## EXERCISE OBJECTIVE
Look for the string "summary" in the listing. Copy each line that has it.
◆ ◆ ◆ ◆ ◆ ◆ ◆
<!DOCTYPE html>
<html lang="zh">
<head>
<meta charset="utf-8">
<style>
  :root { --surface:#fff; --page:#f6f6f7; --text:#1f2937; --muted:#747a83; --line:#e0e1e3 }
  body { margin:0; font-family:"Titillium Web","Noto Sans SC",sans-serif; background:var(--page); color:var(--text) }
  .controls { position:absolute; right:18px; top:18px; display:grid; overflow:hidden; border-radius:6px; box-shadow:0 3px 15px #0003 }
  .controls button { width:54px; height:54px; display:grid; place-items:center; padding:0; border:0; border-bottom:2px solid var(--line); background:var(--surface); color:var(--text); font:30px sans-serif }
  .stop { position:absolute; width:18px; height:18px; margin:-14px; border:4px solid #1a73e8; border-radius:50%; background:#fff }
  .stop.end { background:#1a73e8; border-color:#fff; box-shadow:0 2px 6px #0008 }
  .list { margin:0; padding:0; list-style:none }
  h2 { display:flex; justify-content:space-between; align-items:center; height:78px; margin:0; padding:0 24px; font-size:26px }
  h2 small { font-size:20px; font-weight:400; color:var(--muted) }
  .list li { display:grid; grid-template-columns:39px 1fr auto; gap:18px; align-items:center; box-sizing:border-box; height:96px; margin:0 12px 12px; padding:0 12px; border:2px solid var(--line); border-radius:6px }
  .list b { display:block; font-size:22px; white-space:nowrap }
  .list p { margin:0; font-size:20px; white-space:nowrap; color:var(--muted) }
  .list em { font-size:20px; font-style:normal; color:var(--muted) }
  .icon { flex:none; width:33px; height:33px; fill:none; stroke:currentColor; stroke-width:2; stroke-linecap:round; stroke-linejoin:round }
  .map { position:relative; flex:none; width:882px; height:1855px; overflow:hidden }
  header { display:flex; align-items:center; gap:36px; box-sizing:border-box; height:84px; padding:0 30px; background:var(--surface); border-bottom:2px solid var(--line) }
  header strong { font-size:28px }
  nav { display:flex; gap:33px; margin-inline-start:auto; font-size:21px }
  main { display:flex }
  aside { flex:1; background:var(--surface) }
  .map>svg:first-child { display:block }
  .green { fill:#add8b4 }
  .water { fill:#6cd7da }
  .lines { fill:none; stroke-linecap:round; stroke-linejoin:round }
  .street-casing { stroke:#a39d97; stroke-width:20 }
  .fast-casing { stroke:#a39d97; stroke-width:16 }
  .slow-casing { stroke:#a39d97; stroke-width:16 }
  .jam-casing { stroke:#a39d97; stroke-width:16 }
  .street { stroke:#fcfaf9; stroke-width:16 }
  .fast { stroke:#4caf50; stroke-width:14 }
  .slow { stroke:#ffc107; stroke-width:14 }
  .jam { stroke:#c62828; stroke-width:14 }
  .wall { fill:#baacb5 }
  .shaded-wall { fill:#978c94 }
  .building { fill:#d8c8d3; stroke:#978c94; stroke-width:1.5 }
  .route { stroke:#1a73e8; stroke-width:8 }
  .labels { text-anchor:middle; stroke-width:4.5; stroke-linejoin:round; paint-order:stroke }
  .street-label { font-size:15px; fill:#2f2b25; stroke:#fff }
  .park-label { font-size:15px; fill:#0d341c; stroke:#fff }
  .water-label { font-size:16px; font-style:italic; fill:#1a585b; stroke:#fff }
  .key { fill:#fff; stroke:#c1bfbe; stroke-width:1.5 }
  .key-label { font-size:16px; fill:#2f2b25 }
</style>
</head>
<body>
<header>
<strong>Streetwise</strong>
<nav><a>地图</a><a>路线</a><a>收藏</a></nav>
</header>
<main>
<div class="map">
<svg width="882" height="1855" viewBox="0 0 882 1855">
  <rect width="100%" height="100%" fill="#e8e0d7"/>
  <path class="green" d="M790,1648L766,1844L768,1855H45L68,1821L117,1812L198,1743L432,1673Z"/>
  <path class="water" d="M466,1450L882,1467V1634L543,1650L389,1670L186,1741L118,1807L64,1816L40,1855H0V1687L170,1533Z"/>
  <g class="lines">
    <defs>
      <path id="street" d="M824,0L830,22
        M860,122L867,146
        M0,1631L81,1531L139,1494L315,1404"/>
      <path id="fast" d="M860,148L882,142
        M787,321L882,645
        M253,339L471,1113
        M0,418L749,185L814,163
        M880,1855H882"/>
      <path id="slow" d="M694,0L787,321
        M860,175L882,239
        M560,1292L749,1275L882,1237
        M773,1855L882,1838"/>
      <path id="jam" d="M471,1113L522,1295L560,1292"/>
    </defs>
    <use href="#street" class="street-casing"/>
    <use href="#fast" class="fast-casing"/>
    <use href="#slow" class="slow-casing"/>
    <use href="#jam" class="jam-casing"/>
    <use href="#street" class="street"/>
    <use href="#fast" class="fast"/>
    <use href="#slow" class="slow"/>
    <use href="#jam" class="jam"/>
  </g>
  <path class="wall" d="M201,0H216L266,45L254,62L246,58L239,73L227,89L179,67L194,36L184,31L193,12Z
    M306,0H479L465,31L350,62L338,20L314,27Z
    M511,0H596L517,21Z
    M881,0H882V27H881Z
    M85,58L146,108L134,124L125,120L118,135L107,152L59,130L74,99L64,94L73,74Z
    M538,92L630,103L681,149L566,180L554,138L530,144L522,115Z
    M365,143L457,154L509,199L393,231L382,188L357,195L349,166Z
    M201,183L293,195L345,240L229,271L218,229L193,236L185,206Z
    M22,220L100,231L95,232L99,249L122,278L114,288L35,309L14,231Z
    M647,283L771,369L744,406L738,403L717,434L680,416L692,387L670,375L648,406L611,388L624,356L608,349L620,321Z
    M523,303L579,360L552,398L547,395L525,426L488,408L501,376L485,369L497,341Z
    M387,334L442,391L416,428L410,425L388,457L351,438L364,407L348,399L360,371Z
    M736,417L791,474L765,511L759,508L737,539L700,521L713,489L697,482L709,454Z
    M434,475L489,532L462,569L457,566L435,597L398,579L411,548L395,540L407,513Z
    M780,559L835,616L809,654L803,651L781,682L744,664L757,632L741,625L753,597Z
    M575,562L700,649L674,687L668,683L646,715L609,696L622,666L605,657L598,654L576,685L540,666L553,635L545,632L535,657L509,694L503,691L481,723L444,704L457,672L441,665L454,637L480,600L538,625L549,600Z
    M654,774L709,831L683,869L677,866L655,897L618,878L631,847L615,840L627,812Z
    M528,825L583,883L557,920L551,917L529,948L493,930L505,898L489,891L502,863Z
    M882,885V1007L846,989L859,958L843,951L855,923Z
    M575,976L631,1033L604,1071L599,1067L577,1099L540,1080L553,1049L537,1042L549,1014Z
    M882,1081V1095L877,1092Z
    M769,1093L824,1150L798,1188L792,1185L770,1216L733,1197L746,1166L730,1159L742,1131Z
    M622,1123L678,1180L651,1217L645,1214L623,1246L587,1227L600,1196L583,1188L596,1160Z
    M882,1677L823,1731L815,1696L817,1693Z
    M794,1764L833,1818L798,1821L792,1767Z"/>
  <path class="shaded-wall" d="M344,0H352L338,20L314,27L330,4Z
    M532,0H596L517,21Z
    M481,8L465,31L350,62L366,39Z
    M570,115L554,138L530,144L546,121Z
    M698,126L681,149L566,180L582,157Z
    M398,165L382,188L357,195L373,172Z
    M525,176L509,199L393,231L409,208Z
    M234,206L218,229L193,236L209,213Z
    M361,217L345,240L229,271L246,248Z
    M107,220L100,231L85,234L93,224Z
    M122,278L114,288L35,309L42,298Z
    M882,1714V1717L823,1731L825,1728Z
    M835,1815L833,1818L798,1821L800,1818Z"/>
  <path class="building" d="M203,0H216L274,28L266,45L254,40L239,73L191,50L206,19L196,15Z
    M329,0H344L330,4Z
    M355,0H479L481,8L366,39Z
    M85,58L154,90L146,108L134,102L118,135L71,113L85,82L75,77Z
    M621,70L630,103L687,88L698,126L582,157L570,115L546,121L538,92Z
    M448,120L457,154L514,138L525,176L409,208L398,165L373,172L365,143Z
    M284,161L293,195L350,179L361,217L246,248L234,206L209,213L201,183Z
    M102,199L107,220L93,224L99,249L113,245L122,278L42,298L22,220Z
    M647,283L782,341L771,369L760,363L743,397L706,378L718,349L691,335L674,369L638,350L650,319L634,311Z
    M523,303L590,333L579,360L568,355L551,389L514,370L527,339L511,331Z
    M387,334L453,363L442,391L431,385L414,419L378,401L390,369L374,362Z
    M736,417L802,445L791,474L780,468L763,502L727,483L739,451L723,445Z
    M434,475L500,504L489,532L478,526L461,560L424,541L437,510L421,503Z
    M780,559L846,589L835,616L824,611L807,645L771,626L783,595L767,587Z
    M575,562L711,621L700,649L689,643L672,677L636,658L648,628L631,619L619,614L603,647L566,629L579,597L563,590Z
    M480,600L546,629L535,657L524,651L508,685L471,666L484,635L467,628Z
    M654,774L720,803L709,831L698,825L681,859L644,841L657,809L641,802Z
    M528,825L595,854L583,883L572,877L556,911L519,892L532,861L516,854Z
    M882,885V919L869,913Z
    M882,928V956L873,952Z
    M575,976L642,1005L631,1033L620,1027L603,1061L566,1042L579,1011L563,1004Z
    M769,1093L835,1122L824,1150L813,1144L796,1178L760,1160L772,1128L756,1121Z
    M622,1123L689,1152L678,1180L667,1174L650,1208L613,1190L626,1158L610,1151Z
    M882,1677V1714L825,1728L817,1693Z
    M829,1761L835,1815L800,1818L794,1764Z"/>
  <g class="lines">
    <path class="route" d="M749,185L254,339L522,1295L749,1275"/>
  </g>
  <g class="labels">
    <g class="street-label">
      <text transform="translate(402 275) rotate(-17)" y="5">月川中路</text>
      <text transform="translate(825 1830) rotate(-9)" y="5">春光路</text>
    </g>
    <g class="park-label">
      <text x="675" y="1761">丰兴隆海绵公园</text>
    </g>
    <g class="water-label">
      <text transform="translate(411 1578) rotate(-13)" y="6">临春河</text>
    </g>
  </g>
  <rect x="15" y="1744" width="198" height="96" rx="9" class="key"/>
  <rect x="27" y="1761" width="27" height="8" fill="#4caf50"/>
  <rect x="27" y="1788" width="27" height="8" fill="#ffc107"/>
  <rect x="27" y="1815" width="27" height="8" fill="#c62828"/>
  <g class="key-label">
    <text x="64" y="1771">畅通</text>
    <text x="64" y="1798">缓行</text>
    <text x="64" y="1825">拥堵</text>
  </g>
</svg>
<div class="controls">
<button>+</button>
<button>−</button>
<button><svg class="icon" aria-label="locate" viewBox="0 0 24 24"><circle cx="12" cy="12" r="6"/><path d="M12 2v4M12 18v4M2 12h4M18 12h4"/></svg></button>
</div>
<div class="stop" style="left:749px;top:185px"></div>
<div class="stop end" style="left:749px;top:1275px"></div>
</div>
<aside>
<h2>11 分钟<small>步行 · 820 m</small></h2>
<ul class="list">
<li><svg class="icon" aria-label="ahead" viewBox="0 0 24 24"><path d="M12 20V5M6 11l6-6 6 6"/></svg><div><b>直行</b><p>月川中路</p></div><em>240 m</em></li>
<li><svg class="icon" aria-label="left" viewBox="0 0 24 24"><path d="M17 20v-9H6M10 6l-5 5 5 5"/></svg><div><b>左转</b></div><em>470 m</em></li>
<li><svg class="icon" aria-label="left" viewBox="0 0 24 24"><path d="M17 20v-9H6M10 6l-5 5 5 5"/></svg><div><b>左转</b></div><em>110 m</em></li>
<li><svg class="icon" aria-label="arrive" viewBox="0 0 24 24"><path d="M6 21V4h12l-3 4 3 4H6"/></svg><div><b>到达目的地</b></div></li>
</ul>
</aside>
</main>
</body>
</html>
◆ ◆ ◆ ◆ ◆ ◆ ◆
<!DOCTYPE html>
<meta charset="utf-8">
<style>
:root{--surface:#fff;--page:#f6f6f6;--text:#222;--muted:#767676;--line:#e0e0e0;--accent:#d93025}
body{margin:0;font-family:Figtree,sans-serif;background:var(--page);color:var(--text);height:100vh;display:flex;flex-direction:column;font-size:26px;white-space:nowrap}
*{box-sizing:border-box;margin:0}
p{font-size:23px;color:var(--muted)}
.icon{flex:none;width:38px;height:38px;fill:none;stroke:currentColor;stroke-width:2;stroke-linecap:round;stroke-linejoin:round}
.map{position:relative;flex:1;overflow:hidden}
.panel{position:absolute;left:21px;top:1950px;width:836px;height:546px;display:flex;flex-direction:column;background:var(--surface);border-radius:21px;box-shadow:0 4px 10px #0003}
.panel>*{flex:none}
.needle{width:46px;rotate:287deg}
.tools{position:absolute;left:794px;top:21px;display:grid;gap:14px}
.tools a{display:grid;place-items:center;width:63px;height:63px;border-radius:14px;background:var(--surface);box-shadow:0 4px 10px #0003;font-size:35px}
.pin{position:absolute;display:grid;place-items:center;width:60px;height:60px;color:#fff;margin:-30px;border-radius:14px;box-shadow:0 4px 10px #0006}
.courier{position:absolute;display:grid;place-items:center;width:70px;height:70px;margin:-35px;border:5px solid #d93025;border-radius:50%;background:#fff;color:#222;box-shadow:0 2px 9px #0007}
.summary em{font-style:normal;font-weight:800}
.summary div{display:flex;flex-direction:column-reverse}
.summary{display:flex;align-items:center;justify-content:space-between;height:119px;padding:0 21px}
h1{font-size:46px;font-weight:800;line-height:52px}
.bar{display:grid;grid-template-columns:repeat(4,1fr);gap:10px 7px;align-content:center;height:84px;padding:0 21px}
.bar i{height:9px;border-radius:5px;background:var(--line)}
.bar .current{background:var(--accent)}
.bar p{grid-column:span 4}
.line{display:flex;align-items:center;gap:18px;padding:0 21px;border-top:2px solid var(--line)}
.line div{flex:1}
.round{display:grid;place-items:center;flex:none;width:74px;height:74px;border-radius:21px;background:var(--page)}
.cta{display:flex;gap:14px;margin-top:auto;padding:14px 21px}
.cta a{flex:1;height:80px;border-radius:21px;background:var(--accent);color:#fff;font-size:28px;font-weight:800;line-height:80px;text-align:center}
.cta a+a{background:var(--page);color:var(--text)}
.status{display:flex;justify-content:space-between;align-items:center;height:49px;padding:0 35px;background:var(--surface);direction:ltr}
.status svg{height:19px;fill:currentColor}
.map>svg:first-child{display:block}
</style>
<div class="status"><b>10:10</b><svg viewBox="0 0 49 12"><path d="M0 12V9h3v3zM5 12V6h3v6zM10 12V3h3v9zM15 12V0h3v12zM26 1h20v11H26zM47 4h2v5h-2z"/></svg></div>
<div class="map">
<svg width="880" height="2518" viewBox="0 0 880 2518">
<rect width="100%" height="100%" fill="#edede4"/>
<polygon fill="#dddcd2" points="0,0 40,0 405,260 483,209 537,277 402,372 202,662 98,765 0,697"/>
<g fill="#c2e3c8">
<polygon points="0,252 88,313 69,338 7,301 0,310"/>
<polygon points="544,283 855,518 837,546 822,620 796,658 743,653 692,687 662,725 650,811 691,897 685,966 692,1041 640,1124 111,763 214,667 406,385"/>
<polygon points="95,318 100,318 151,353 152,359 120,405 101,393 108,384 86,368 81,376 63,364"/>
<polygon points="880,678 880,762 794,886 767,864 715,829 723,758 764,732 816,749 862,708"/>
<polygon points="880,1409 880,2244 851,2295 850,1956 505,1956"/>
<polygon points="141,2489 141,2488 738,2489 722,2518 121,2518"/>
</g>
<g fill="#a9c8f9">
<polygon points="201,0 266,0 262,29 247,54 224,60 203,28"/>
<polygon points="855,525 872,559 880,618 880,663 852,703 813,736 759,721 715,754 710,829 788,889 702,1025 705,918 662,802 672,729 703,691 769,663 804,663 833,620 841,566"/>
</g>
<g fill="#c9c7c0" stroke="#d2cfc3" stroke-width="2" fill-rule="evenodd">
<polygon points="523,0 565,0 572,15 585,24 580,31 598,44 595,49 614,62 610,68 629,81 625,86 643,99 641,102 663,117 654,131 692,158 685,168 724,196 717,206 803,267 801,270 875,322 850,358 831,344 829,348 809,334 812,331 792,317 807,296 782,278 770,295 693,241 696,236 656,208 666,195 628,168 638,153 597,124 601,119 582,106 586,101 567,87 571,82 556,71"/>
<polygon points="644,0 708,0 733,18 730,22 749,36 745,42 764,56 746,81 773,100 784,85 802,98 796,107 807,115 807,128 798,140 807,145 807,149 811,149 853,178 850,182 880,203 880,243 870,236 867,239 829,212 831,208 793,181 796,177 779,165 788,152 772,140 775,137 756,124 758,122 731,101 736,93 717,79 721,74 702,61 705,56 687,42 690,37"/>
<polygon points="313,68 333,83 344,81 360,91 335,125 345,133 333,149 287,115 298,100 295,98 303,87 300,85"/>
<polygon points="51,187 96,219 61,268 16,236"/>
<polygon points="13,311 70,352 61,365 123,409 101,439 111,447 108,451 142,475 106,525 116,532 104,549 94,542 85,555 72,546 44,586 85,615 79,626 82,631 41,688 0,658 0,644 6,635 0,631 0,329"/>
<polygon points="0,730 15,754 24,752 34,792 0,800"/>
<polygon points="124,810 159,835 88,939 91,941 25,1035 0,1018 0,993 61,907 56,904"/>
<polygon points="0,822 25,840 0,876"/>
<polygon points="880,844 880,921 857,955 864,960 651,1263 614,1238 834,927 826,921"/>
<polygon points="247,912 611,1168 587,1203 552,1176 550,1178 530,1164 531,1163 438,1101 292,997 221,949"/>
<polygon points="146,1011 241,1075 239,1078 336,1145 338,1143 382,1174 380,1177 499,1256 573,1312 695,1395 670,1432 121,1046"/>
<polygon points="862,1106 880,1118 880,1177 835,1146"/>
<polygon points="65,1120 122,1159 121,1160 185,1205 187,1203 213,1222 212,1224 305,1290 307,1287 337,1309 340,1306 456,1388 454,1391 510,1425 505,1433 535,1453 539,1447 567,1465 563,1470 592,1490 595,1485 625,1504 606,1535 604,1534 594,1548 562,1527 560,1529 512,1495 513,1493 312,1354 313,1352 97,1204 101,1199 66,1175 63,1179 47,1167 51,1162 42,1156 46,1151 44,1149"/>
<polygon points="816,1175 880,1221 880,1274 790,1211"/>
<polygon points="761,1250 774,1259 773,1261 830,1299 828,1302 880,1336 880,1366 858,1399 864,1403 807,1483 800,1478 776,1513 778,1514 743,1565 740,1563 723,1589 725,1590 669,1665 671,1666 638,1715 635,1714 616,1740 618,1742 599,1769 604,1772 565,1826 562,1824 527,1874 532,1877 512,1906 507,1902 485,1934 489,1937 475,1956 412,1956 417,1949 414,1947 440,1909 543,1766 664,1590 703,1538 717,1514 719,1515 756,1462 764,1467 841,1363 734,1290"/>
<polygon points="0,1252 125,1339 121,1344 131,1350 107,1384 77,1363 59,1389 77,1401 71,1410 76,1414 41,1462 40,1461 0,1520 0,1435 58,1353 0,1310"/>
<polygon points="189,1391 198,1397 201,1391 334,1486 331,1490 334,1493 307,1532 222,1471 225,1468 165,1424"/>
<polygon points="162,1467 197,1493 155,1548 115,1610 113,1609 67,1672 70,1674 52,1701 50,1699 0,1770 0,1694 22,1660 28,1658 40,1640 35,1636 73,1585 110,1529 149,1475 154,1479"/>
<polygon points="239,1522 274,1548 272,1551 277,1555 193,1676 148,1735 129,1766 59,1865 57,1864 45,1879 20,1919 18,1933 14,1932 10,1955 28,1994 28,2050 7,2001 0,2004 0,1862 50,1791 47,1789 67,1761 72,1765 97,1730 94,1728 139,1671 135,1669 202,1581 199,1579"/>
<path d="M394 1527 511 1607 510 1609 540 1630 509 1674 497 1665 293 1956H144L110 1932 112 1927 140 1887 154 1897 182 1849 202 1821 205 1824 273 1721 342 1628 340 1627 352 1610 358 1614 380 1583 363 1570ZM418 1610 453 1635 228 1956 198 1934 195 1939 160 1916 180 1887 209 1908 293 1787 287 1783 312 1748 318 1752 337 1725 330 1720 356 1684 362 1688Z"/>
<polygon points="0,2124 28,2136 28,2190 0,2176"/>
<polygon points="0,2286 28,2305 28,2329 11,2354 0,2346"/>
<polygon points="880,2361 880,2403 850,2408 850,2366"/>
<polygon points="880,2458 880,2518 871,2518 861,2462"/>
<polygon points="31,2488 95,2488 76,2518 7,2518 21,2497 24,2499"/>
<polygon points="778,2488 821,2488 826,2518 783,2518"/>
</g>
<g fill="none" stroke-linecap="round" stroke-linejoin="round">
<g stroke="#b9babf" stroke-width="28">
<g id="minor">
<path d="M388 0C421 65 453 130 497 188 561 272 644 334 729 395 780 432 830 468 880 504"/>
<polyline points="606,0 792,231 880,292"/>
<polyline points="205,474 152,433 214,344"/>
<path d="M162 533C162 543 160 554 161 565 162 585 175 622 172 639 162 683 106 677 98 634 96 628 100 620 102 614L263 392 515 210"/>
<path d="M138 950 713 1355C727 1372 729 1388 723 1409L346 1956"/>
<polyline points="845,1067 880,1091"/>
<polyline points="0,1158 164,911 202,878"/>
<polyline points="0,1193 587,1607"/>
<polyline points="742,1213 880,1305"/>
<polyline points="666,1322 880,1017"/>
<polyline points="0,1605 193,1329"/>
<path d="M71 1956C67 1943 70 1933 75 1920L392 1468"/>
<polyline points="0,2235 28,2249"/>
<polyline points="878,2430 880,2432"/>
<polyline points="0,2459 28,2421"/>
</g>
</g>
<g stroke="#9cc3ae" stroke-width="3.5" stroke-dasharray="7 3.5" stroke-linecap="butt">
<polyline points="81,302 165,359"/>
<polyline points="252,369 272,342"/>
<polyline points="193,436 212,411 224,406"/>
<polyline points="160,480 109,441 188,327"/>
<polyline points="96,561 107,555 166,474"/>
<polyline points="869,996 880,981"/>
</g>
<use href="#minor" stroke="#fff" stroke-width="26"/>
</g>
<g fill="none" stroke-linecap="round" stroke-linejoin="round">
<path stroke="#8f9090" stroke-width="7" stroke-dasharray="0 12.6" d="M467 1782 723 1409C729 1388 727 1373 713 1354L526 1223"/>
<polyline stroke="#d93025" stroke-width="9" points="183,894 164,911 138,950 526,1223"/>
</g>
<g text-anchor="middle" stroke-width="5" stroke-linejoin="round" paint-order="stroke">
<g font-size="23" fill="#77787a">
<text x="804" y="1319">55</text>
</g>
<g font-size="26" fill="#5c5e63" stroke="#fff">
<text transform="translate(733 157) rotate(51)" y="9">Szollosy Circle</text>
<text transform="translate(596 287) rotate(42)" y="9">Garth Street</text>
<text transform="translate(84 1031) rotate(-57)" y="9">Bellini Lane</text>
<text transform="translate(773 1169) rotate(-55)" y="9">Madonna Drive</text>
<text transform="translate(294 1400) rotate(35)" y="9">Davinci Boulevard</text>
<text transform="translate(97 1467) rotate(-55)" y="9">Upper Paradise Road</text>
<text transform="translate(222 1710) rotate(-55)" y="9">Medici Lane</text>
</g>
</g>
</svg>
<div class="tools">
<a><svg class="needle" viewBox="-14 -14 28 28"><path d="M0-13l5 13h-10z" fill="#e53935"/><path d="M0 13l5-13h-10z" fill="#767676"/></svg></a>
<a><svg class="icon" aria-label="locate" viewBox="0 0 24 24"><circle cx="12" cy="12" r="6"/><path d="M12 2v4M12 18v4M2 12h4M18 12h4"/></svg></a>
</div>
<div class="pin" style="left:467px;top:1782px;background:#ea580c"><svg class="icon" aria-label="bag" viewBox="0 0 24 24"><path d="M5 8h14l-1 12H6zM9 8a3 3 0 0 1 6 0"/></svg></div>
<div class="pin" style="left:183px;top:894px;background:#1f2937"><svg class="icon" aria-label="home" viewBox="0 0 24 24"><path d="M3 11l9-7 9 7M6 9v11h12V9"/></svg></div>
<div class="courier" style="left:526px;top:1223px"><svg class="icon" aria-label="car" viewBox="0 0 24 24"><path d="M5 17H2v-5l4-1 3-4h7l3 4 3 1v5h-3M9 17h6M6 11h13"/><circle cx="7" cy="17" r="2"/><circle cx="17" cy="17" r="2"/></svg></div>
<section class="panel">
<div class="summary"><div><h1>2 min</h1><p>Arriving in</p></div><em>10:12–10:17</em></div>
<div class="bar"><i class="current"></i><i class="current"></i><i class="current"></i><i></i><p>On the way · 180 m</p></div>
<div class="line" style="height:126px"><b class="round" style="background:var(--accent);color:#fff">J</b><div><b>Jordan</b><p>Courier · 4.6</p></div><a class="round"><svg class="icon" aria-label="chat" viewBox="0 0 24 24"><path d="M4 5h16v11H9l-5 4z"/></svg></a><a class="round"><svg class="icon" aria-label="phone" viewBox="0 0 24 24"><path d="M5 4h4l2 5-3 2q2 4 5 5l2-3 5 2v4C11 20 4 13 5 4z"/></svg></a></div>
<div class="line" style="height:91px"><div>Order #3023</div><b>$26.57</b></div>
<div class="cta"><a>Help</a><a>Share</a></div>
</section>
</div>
◆ ◆ ◆ ◆ ◆ ◆ ◆
## OUTPUT FOR THIS EXERCISE
.summary em{font-style:normal;font-weight:800}
.summary div{display:flex;flex-direction:column-reverse}
.summary{display:flex;align-items:center;justify-content:space-between;height:119px;padding:0 21px}
<div class="summary"><div><h1>2 min</h1><p>Arriving in</p></div><em>10:12–10:17</em></div>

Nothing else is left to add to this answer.